Transparency must occur in multiple areas: clinical trial designs, the results from trials, raw data from trials to allow independent analysis, clarification around vaccine injury payments in the event of no-fault injuries, eligibility criteria for such payments, and, among other things, details of government indemnities, where applicable, for vaccine manufacturers.   

The aim is to avoid the mistakes of the past in which sponsorship bias, withholding of data by health authorities, incomplete communication of information to the public and the academic community, among other shortcomings, has led to unnecessary vaccine injury and public distrust of vaccines.   

Members of the public or academics who seek answers to questions around vaccine safety have been routinely vilified and labelled ‘anti-vaxxers’ and their communications are censored on social media.

If we are to establish a ‘new normal’, as our politicians seem intent to do, this approach is not tenable. Lack of transparency around the development and testing of Covid-19 vaccines will lead to further divisions in communities, at a time when division will only exacerbate the challenges facing societies since the pandemic arose. It will give governments more reason to deny citizens fundamental human rights and freedoms, as well as increase the risk of martial law being imposed.

The narrative around vaccines must fundamentally change. We must transition away from coercive public policy driven by vaccine protagonists that projects a view of the unassailable safety and effectiveness of vaccines. Doing so only misleads the public over the quality and certainty of the science on which mass vaccination programmes are justified, and denies the public the information needed for properly informed consent.

We call on our friends and colleagues in other parts of the world to also pressure their governments to heed vaccine transparency, using whatever parts of our letter to Matt Hancock that may be relevant. 

Open letter to the UK Secretary of State for Health and Social Care, Matt Hancock MP

Open letter to the Rt Hon Matt Hancock MP [By email and hard copy]

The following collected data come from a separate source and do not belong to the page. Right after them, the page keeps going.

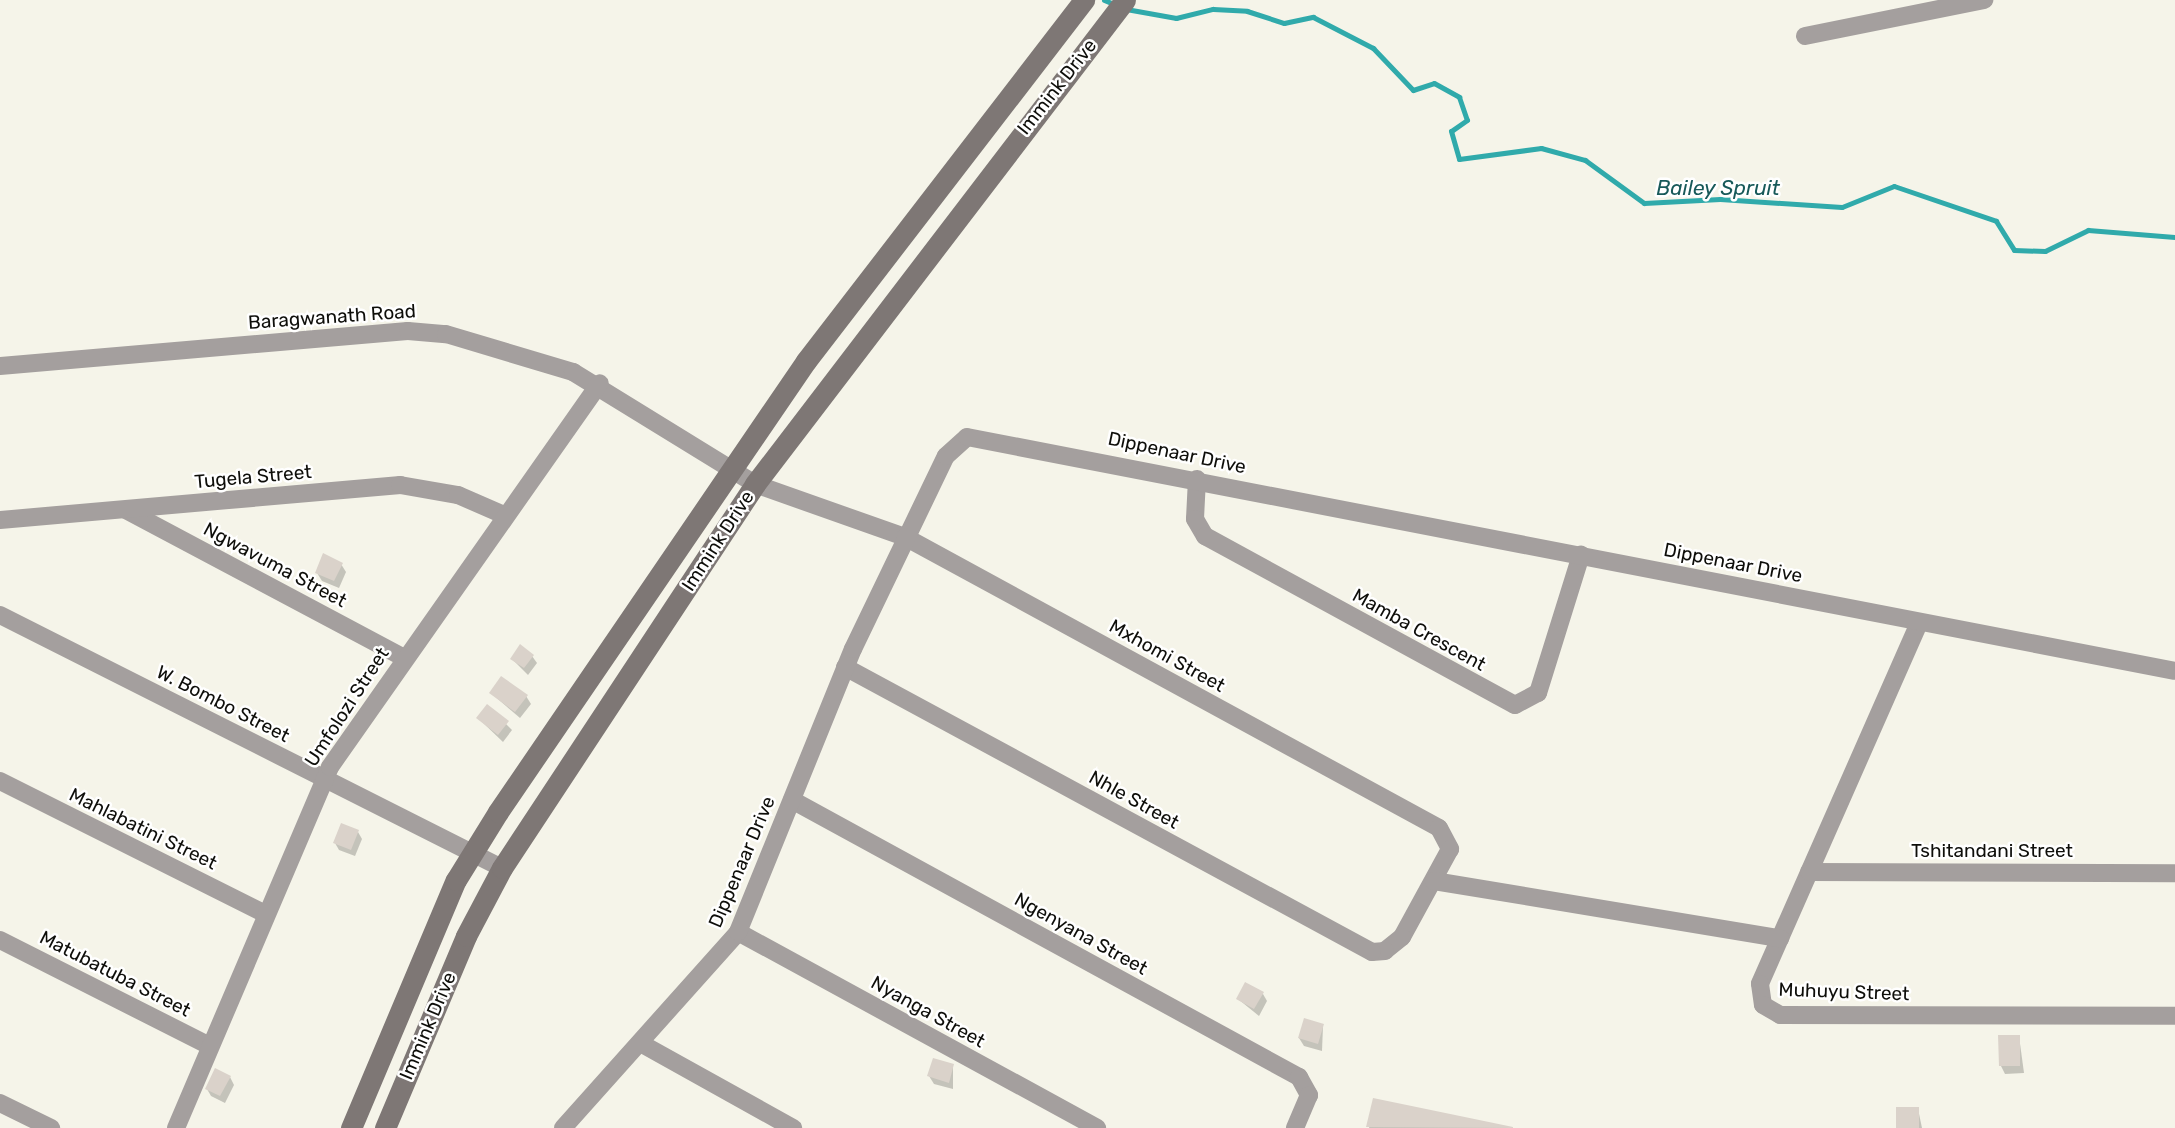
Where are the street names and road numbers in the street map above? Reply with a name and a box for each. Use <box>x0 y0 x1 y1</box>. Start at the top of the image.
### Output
street label: Immink Drive <box>1013 35 1101 139</box>
street label: Baragwanath Road <box>247 300 417 334</box>
street label: Dippenaar Drive <box>1106 427 1248 479</box>
street label: Tugela Street <box>193 461 313 493</box>
street label: Immink Drive <box>677 486 759 596</box>
street label: Ngwavuma Street <box>200 518 350 612</box>
street label: Dippenaar Drive <box>1662 538 1804 588</box>
street label: Mamba Crescent <box>1348 584 1490 676</box>
street label: Mxhomi Street <box>1105 615 1229 697</box>
street label: Umfolozi Street <box>300 643 394 771</box>
street label: W. Bombo Street <box>153 661 293 747</box>
street label: Nhle Street <box>1085 766 1183 834</box>
street label: Mahlabatini Street <box>65 783 221 875</box>
street label: Dippenaar Drive <box>704 793 780 931</box>
street label: Tshitandani Street <box>1911 840 2073 862</box>
street label: Ngenyana Street <box>1010 888 1152 980</box>
street label: Matubatuba Street <box>36 926 194 1022</box>
street label: Immink Drive <box>395 968 461 1084</box>
street label: Nyanga Street <box>867 971 989 1053</box>
street label: Muhuyu Street <box>1778 978 1910 1006</box>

The Rt Hon Matt Hancock MP

Secretary of State for Health and Social Care
House of Commons

London,
SW1A 0AA

29 April 2020

Dear Secretary of State

RE THE CRITICAL NEED FOR TRANSPARENCY AROUND COVID-19 VACCINES

As a non-profit organisation representing diverse interests in natural and sustainable health, and a medical association of doctors who practice ecological (including nutritional and environmental) medicine, we hereby request that the Department of Health, the Joint Committee on Vaccination and Immunisation (JVCI), the UK Vaccine Network, Public Health England and the Medicines and Healthcare products Regulatory Agency (MHRA) maintain a policy of full transparency around the development, testing and roll-out of vaccines targeting Covid-19.

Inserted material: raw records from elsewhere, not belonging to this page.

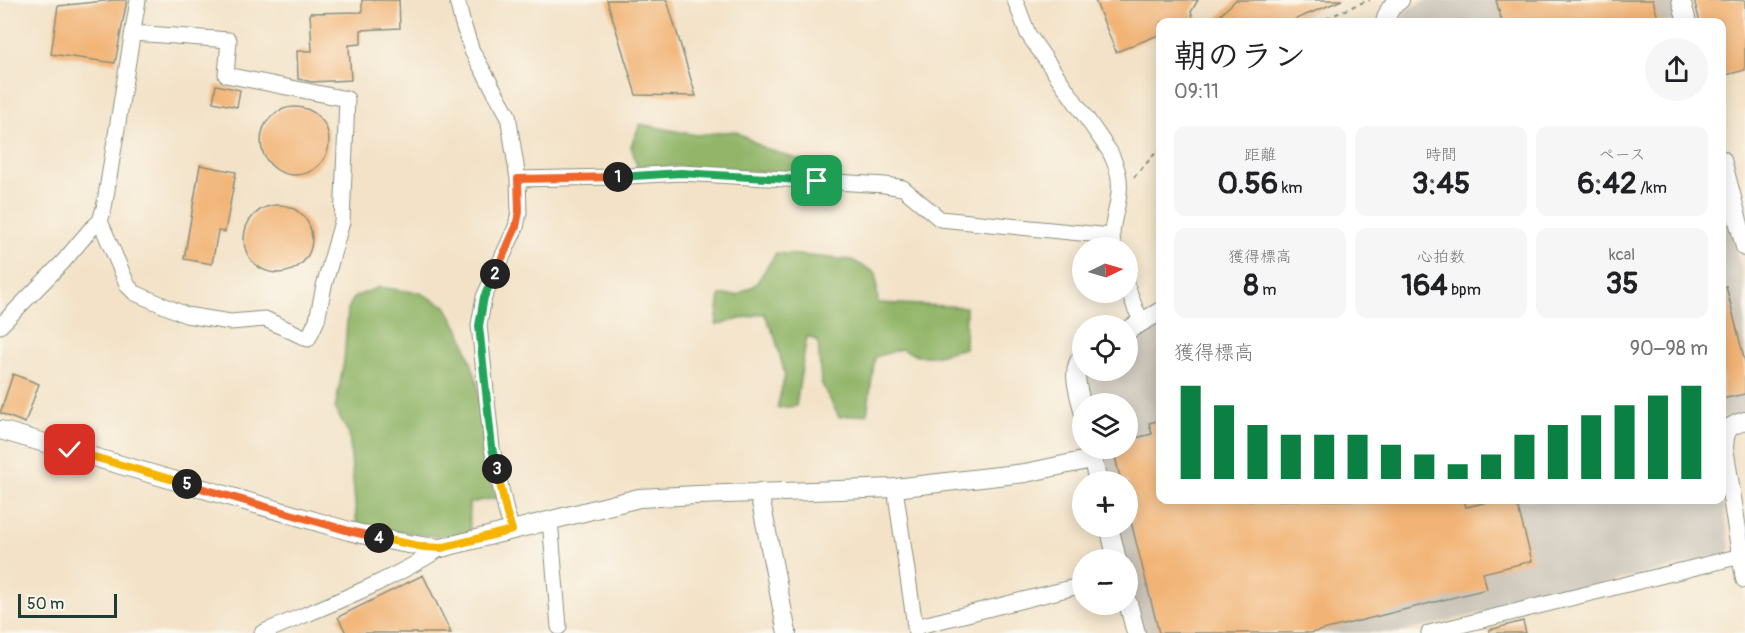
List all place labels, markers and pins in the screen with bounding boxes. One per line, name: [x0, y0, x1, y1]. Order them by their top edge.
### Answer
pin: [791, 155, 842, 206]
pin: 1: [603, 162, 633, 192]
pin: 2: [480, 259, 510, 289]
pin: [44, 424, 95, 475]
pin: 3: [482, 454, 512, 484]
pin: 5: [172, 469, 202, 499]
pin: 4: [364, 523, 394, 553]

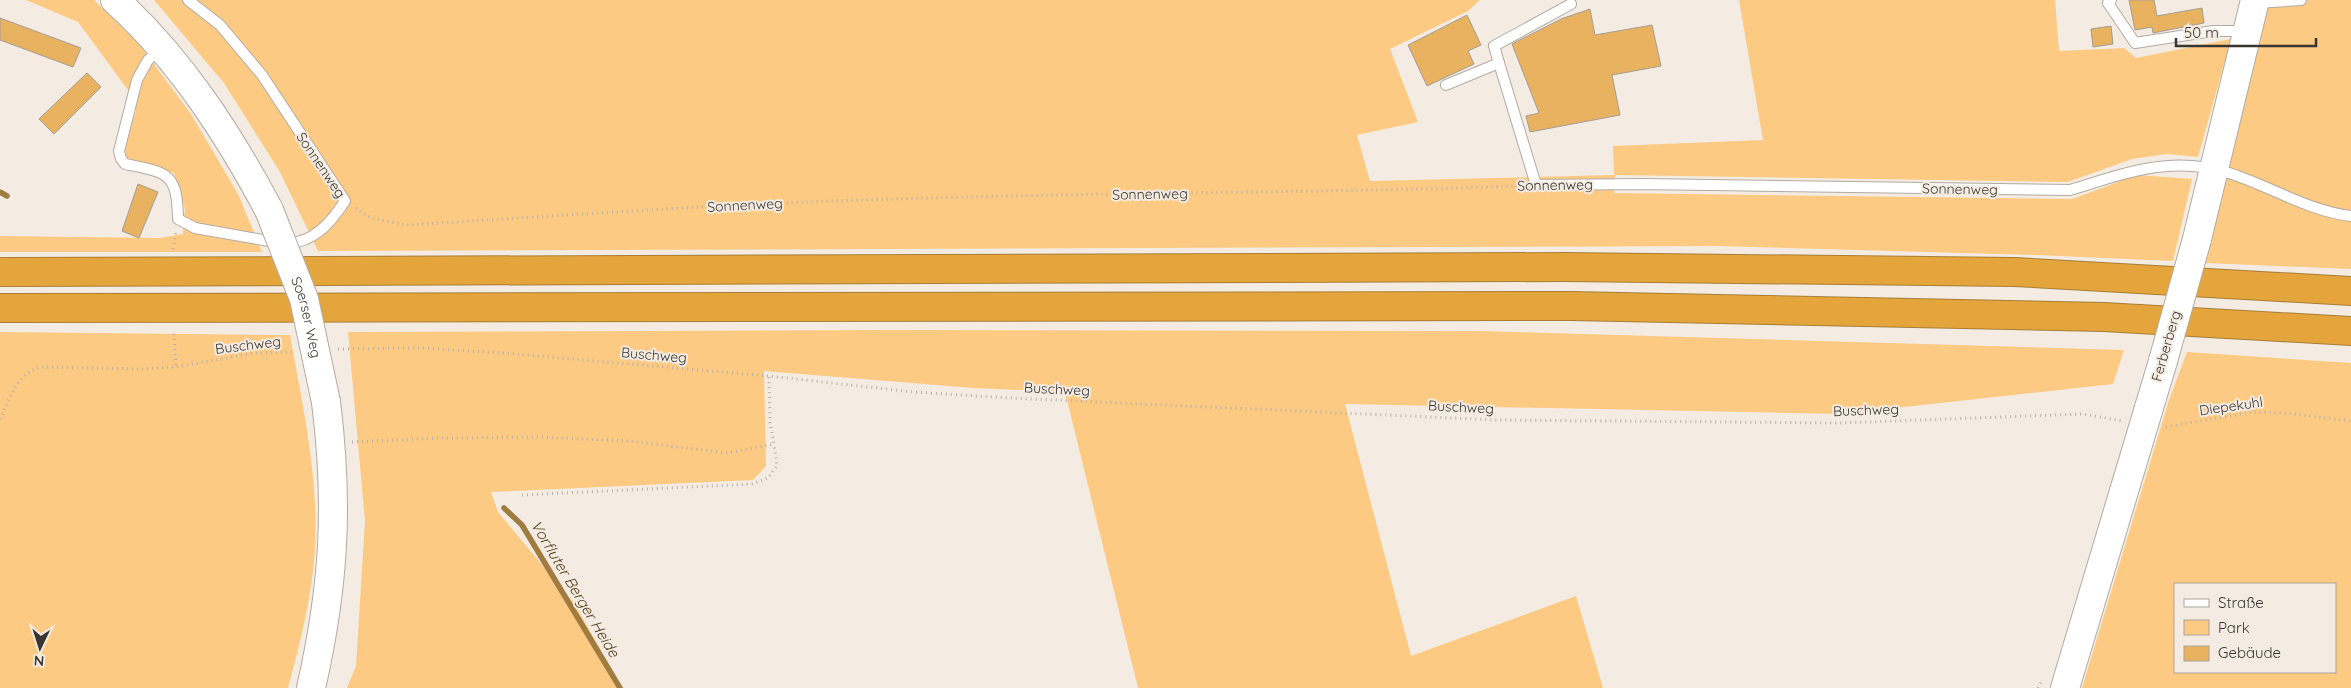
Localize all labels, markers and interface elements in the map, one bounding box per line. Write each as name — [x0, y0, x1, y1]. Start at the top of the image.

The UK Government, other governments and health authorities, including the World Health Organization, have repeatedly made clear concerns over vaccine hesitancy and the potential impact on public health.

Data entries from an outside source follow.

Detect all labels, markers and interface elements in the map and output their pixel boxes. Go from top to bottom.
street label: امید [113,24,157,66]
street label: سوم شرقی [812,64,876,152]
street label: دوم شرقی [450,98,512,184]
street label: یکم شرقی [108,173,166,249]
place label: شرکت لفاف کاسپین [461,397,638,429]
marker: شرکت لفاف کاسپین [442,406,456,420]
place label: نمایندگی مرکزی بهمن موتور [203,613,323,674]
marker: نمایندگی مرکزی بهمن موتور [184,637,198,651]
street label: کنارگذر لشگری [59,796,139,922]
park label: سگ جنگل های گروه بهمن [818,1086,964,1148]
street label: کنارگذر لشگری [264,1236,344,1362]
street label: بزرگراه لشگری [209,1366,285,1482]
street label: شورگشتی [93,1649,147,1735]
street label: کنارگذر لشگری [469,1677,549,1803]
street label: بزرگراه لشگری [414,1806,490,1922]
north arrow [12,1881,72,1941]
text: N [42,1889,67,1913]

Two major drivers of vaccine hesitancy include:

  • Low levels of trust in the medical science behind vaccination safety and effectiveness, pharmaceutical companies who produce these vaccines, and government health agencies who promote vaccination (Xu et al, Health Comm. 2020; Apr 19: 1-14). Trust is readily eroded by misleading claims issued by health authorities which consistently refer to vaccines as ‘safe’ when it is clear that adverse events occur at varying, albeit low, frequencies. To-date, in the UK, around 1000 claims have been paid out to those who have been severely disabled (from over 6,000 claims) after establishing proof of causation through the Vaccine Damage Payment Act 1979. Furthermore, public trust in a pandemic vaccine will have been adversely affected by claims that vaccines targeting the influenza A/H1N1 ‘swine flu’ pandemic of 2009 had been “thoroughly tested” when this was more recently found to be false (Doshi P. BMJ 2018; 362: k3948);
  • Insufficient communication of relevant information, including trial designs and results by health authorities and vaccine manufacturers. Such inadequacies have been revealed around HPV vaccine trials (Doshi et al. BMJ Evid Based Med. 2020; pii: bmjebm-2019-111331) as part of the Restoring Invisible and Abandoned Trials initiative (RIAT) and in retrospective analysis of information and events surrounding the roll out of vaccines during the last pandemic (influenza A/H1N1, ‘swine flu’) in 2009 (Stephen W. BMJ2018; 362: k3948). 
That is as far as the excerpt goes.